臧棣用“叢書”把“芹菜”做成“琴”
李霞
臧棣的詩歌寫作代表了當代中國詩壇“知識分子寫作”或“智性寫作”的重要一脈,其核心貢獻在于將詩歌從抒情載體重塑為思辨與感知精密交織的復合型語言裝置。他以高度的自覺和系統性,構建了一種獨特的詩學范式,通過對日常事物的形而上重置、對邏輯關系的詩性轉化以及對語言本身的元思考,使詩歌成為認知世界、拓展語言可能性的方法論實踐。
《芹菜的琴叢書》,是他重要的代表作之一。詩以看似尋常的芹菜作為核心意象,卻構建了一個輕盈而深邃的象征空間。琴通常與優雅、藝術相連,詩人卻選擇最平凡甚至易萎的蔬菜制琴,形成一種脆弱的創造性——這把“最瘦的琴”成為對藝術本質的隱喻,藝術并非永恒材料的堆砌,而存在于瞬間的鮮活與膽識之中。
我用芹菜做了
一把琴,它也許是世界上
最瘦的琴。看上去同樣很新鮮。
碧綠的琴弦,鎮靜如
你遇到了宇宙中最難的事情
但并不缺少線索。
彈奏它時,我確信
你有一雙手,不僅我沒見過,死神也沒見。
2013年3月
《芹菜的琴叢書》的標題,本身就是一個微縮的、充滿策略的詩學裝置,它精準地體現了當代先鋒詩歌在命名藝術上的核心追求,通過標題構建一個預先的文本場域,引導乃至“劫持”讀者的閱讀預期,并在與正文的互動中生成更為復雜的意義層次。

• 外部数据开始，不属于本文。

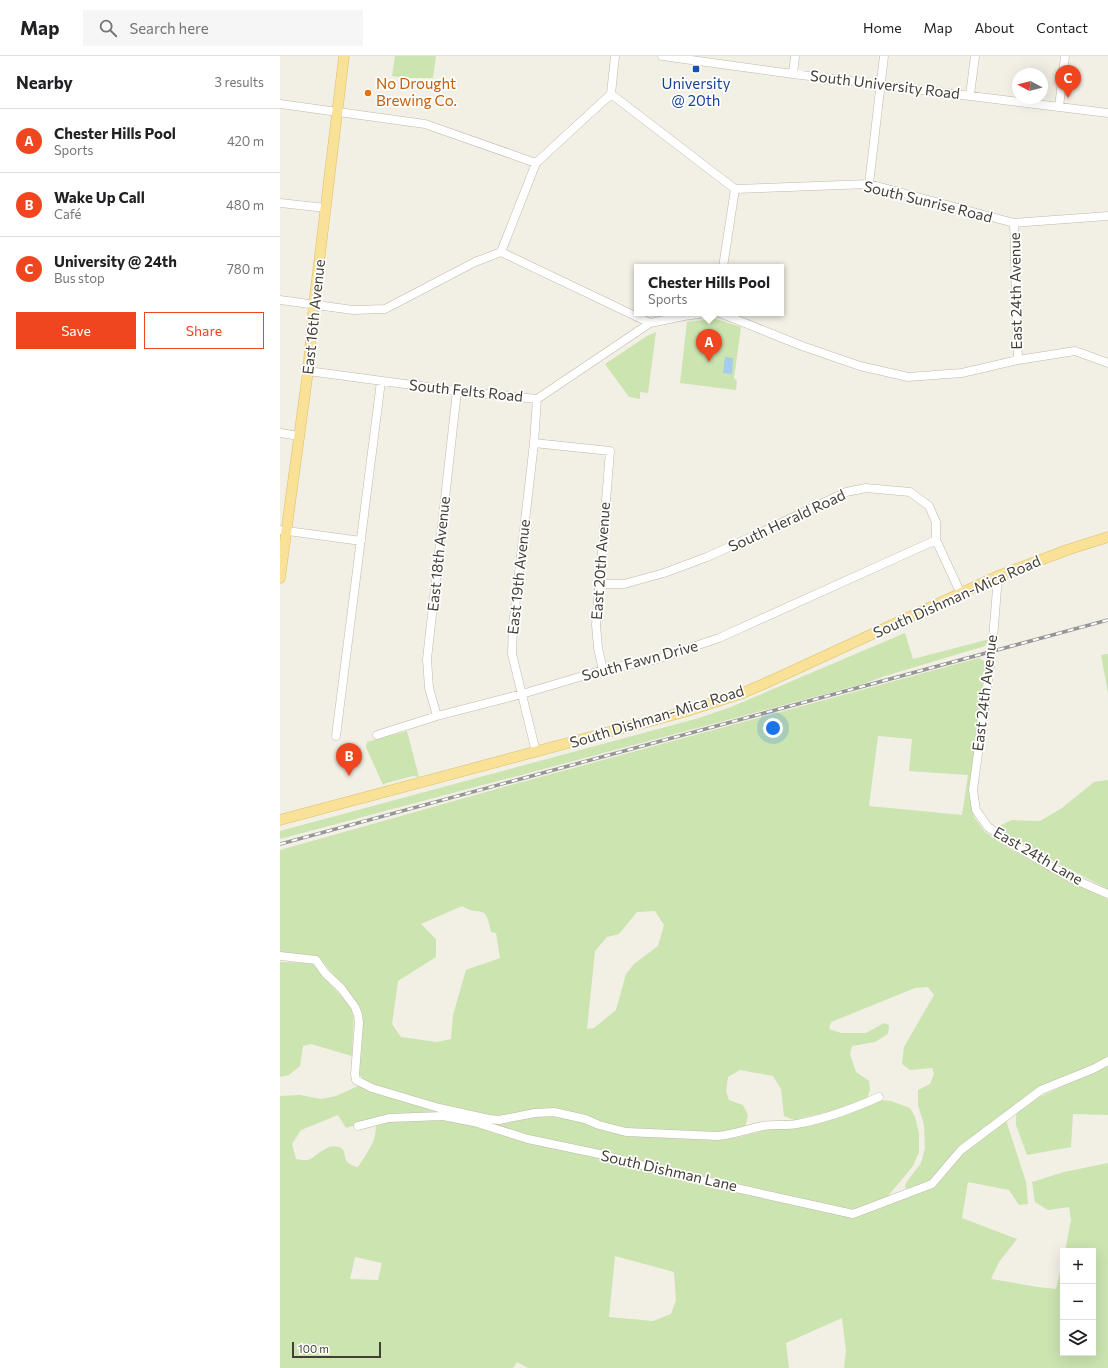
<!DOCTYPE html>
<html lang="en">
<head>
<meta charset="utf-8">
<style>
	:root { --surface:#fff; --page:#f6f6f6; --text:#202124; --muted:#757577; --line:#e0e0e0; --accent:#ef461f }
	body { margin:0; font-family:Commissioner,sans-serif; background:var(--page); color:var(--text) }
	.controls { position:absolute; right:12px; bottom:12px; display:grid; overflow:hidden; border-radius:0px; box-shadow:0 4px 16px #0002 }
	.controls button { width:36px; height:36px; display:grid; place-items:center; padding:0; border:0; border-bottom:1px solid var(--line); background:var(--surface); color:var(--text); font:20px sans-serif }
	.compass { position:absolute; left:732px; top:12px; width:36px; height:36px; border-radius:50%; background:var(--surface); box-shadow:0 4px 16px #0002; rotate:277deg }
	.scale { position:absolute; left:12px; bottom:10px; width:89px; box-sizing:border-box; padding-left:4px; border:2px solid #443f35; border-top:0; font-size:11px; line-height:14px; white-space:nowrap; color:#443f35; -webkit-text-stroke:3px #fff; paint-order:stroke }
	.you { position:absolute; left:493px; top:672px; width:14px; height:14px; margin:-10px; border:3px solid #fff; border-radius:50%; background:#1a73e8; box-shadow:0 0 0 6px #1a73e833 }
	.badge { display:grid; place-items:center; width:26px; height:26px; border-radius:50%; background:var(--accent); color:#fff; font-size:13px; font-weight:700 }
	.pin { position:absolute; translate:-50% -33px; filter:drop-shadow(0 1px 2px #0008) }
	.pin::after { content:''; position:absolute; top:21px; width:14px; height:12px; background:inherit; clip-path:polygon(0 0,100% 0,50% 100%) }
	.popup { position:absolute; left:354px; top:208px; width:150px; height:52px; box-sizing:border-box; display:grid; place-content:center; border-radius:0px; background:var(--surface); filter:drop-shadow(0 1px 3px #0005); font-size:13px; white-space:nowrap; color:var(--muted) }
	.popup b { font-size:15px; color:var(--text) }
	.popup::after { content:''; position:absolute; left:50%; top:100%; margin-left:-8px; border:8px solid transparent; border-top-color:var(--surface) }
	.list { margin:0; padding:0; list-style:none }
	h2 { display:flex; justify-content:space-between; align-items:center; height:52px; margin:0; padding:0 16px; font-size:17px }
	h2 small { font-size:13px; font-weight:400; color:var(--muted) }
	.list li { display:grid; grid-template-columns:26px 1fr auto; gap:12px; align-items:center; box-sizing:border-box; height:64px; padding:0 16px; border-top:1px solid var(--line) }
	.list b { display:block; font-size:15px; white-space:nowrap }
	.list p { margin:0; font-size:13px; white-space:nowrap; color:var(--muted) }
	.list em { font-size:13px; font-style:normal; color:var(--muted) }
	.actions { display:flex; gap:8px; padding:12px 16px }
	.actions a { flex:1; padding:9px 0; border:1px solid var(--accent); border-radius:0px; text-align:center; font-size:14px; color:var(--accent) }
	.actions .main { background:var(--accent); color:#fff }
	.icon { flex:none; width:22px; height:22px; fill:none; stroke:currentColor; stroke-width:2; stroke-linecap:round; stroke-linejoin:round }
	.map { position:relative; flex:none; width:828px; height:1312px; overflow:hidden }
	header { display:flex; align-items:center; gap:24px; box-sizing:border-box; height:56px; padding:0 20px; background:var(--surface); border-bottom:1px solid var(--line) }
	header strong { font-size:19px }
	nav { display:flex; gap:22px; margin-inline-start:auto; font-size:14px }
	.search { width:280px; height:36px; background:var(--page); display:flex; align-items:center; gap:10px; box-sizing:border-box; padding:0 14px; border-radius:0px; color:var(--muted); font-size:15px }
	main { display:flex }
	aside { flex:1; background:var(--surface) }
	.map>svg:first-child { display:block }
</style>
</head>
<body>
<header>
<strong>Map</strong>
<div class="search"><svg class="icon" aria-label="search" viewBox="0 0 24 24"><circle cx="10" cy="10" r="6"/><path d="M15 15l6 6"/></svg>Search here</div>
<nav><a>Home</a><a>Map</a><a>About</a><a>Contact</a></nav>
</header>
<main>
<aside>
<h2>Nearby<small>3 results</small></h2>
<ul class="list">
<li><span class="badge">A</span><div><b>Chester Hills Pool</b><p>Sports</p></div><em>420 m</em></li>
<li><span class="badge">B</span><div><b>Wake Up Call</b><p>Café</p></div><em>480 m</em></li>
<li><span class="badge">C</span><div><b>University @ 24th</b><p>Bus stop</p></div><em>780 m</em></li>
</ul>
<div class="actions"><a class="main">Save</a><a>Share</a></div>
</aside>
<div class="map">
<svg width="828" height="1312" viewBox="0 0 828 1312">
	<rect width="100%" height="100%" fill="#f2efe5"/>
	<path fill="#cbe4b0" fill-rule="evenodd" d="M115,0H156L153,22H126L112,20Z
		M436,263L461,271L454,322L457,325L456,334L400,327L407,266Z
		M376,276L368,337L360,336V343L349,341L325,308L367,280Z
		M625,577L633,603L710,583L705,590L605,620L583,628L0,783V775L419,662L451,651Z
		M828,598V637L821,599Z
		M699,602L707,607L690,735L694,761L705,776L730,793L786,824L828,843V1002L759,1032L724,1057L679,1092L650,1125L629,1134L625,1131L626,1127L641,1107L645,1092L644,1069L638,1049V1034L650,1028L654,1018L652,1012L630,1014L622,1008L624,991L654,939L648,931L635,932L551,966L549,973L561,977H586L604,967L609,969L608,978L595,986L572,990L570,998L576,1016L589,1025L590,1034L587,1043L562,1053L514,1064L504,1060L501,1033L493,1020L460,1014L448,1021L446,1035L449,1044L463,1049L468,1059L465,1072L437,1078L351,1075L320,1067L304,1059L218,1062L166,1052L93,1030L83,1024L79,1018L82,956L39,901L0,898V794L231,729ZM598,680L632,683L629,715L688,719L682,759L589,750ZM182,850C201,862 205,845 211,876L216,877L220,902L186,914L173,959L171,983L157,986L121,981L112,968L118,925L156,901V883L141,868ZM375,855L384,869L378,890L354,908L346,918L336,954L314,972L307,973L315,895L327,881L339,878L357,856Z
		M127,675L139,721L133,720L106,727L103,729L86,691L87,686Z
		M828,724V833L730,783L717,771L732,764L760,765L782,752L814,726Z
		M0,906L32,907L74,955L72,1000L31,988L23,990L20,1010L9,1019L0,1021Z
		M828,1009V1059L793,1058L791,1091L747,1099L736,1069V1056L753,1044Z
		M78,1030L159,1054L194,1062L263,1060H280L351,1080L440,1084L459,1081L599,1044L611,1045L630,1052L635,1061L639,1077V1096L633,1110L608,1140L610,1147L653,1131L685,1096L726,1064L746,1126L748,1148L739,1149L729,1134L688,1126L682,1162L737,1183L719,1206L711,1223L758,1231L776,1233L783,1203V1297H813V1195H785L791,1164L789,1151L768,1154L755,1146L752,1126L784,1116L828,1107V1312H564L566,1294L562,1262L506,1287L509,1312H248L237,1306L233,1312H0V1040L20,1039L41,1043L56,1040ZM58,1059L66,1072L94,1063C101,1080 87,1097 78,1111C58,1107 70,1095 59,1091C46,1087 38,1100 28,1104C25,1105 19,1103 16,1103L12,1088L21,1074ZM335,1200L394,1216L396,1244L391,1258L373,1265L329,1261ZM75,1201L102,1207L98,1224L70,1223Z"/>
	<path fill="#a4ccec" d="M445,301L453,302L452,318L443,317Z"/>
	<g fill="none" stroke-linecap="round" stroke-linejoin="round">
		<g stroke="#c0b9ac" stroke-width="9">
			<path id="minor" d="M382,0L513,18L828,57
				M513,18L515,0
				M331,38L455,133L589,128L734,167L828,160
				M331,38L335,0
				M690,39L695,0
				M0,48L145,68L256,107
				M779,51L785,0
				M589,128L604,0
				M0,147L46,152
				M734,167L738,304
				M221,196L256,107L331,38
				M443,211L455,133
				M0,244L73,254L105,253L195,206L221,196L370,267L404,260L426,257
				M440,257L522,290L580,310L628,321L682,317L738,304L795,295L828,307
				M28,315L177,335L257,343L370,267
				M0,377L19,380
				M254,387L330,395L316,569L318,592L323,614
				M0,474L81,485
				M718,520L712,595L693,734L696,754L708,771L730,787L789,821L828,838
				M320,528H344L384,517L427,501L478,478L566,436L586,432L630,436L649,450L656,466V484L681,538
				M157,660L149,632L147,603L177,335
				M97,679L157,660L242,638L323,614L377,603L439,582L656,484
				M56,680L101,325
				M256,696L232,598L233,569L254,387L257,343
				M0,900L36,904L45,917L61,932L75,951L78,959L79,967L75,1018L76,1024L92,1032L159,1052L209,1063L219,1064L255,1057L274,1056L305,1063L319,1069L346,1076L438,1080C455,1078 468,1073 483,1070C494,1068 506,1070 517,1068C546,1063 572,1053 599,1041
				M78,1070L109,1062L163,1060L194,1066L248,1083L324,1099L402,1120L573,1158L652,1128L681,1094L761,1034L813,1013L828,1005"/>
		</g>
		<g stroke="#ddbf68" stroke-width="11">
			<path id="major" d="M0,522L28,315L34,248L64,0
				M0,764L404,656L463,637L497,622L718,520L787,494L828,481"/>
		</g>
		<use href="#minor" stroke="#fff" stroke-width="8"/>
		<use href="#major" stroke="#f9e197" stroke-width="10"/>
		<g stroke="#959595" stroke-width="3.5">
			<path id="rail" d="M0,788L828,564"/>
		</g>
		<use href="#rail" stroke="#fff" stroke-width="2" stroke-dasharray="6" stroke-linecap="butt"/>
	</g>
	<rect fill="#1a4fb4" stroke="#fff" stroke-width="1.5" x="412" y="9" width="8" height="8" rx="2"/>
	<circle fill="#e8710a" stroke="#fff" stroke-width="1.5" cx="88" cy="37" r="4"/>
	<g text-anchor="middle" stroke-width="3.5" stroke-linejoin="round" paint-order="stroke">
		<g font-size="15" fill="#c56008" stroke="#fff" text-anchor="start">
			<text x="96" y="33">No Drought<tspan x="96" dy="17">Brewing Co.</tspan></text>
		</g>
		<g font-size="15" fill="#164399" stroke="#fff">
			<text x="416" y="33">University<tspan x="416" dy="17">@ 20th</tspan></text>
		</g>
		<g font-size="15" fill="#443f35" stroke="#fff">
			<text transform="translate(605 29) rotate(7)" y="5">South University Road</text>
			<text transform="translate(648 146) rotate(14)" y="5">South Sunrise Road</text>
			<text transform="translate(736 235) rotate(-91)" y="5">East 24th Avenue</text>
			<text transform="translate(34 261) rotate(-84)" y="5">East 16th Avenue</text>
			<text transform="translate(186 335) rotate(6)" y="5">South Felts Road</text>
			<text transform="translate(507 465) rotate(-25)" y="5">South Herald Road</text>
			<text transform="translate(159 498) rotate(-84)" y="5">East 18th Avenue</text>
			<text transform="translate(321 505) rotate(-86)" y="5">East 20th Avenue</text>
			<text transform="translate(239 521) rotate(-84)" y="5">East 19th Avenue</text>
			<text transform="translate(677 541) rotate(-24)" y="5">South Dishman-Mica Road</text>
			<text transform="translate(360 605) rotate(-15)" y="5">South Fawn Drive</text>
			<text transform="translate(705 637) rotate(-83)" y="5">East 24th Avenue</text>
			<text transform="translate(377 661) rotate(-17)" y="5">South Dishman-Mica Road</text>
			<text transform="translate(758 800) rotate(30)" y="5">East 24th Lane</text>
			<text transform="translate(389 1115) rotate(13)" y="5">South Dishman Lane</text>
		</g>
	</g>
</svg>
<div class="controls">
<button>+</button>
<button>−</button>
<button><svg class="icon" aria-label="layers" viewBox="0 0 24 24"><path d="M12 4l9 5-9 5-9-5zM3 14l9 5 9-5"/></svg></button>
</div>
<svg class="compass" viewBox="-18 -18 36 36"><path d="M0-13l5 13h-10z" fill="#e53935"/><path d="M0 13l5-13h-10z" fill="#757577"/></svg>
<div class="scale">100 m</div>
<div class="you"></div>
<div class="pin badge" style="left:429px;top:306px">A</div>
<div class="popup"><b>Chester Hills Pool</b>Sports</div>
<div class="pin badge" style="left:69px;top:720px">B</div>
<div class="pin badge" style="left:788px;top:42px">C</div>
</div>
</main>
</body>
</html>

荒誕的實物拼接。將“芹菜”(最常見的蔬菜,屬于飲食系統)與“琴”(高雅樂器,屬于藝術系統)強行并置,產生一種超現實的陌生感。它不像“玫瑰的琴”那樣有浪漫聯想,也不像“鋼鐵的琴”那樣有工業隱喻。“芹菜的琴”因其物質上的不可能與文化聯想上的空白,反而成為一個純粹的、待定義的詩性概念。它暗示正文將是一場“無中生有”的創造。
概念的體制化與增殖暗示。這是標題中最具匠心的部分。“叢書”一詞屬于出版學術系統,指一系列主題相關的著作。將它加諸“芹菜的琴”之后,產生了多重顛覆效果。規模感的悖論,一把脆弱的、想象的琴,竟需要以“叢書”的浩大形式來論述。這制造了微觀事物與宏大闡釋之間的張力,預告了詩歌將從微小處展開無限遐思。嚴肅性的戲仿,它模仿學術研究的莊重口吻,為一次即興的、游戲般的想象行為,披上了嚴肅論證的外衣。這種偽學術體的語氣,是臧棣及許多先鋒詩人擅長的反諷與智趣。序列性與開放性,“叢書”意味著不止一本,暗示“芹菜的琴”這一核心意象可以衍生出無數變奏、解讀與篇章。標題將自己宣布為一個可持續的詩學項目的開端,而非一次性結論。
標題并未描述詩歌內容,而是預先設立了一個命題、一個課題。讀者在進入正文前,已被置于一個疑問中,“芹菜的琴”是什么?“叢書”又會如何展開?標題成功地完成了從“命名事物”到“命名一個思想事件”的轉換。
臧棣此詩的標題,鮮明地反映了當代先鋒詩歌(尤其是“知識分子寫作”脈絡)在命名上的幾個關鍵取向,與傳統“詠物”“抒情”式標題(如《致橡樹》、《雪蓮》)截然不同。非抒情性與觀念先導,先鋒詩歌的標題日益成為獨立的觀念構件。它不再僅僅是內容的提煉或情緒的提示,而是一個思考的起點,甚至是比正文更濃縮的詩學宣言。“芹菜的琴叢書”更像一個論文題目或哲學命題,冷靜地框定了詩歌的思辨場域。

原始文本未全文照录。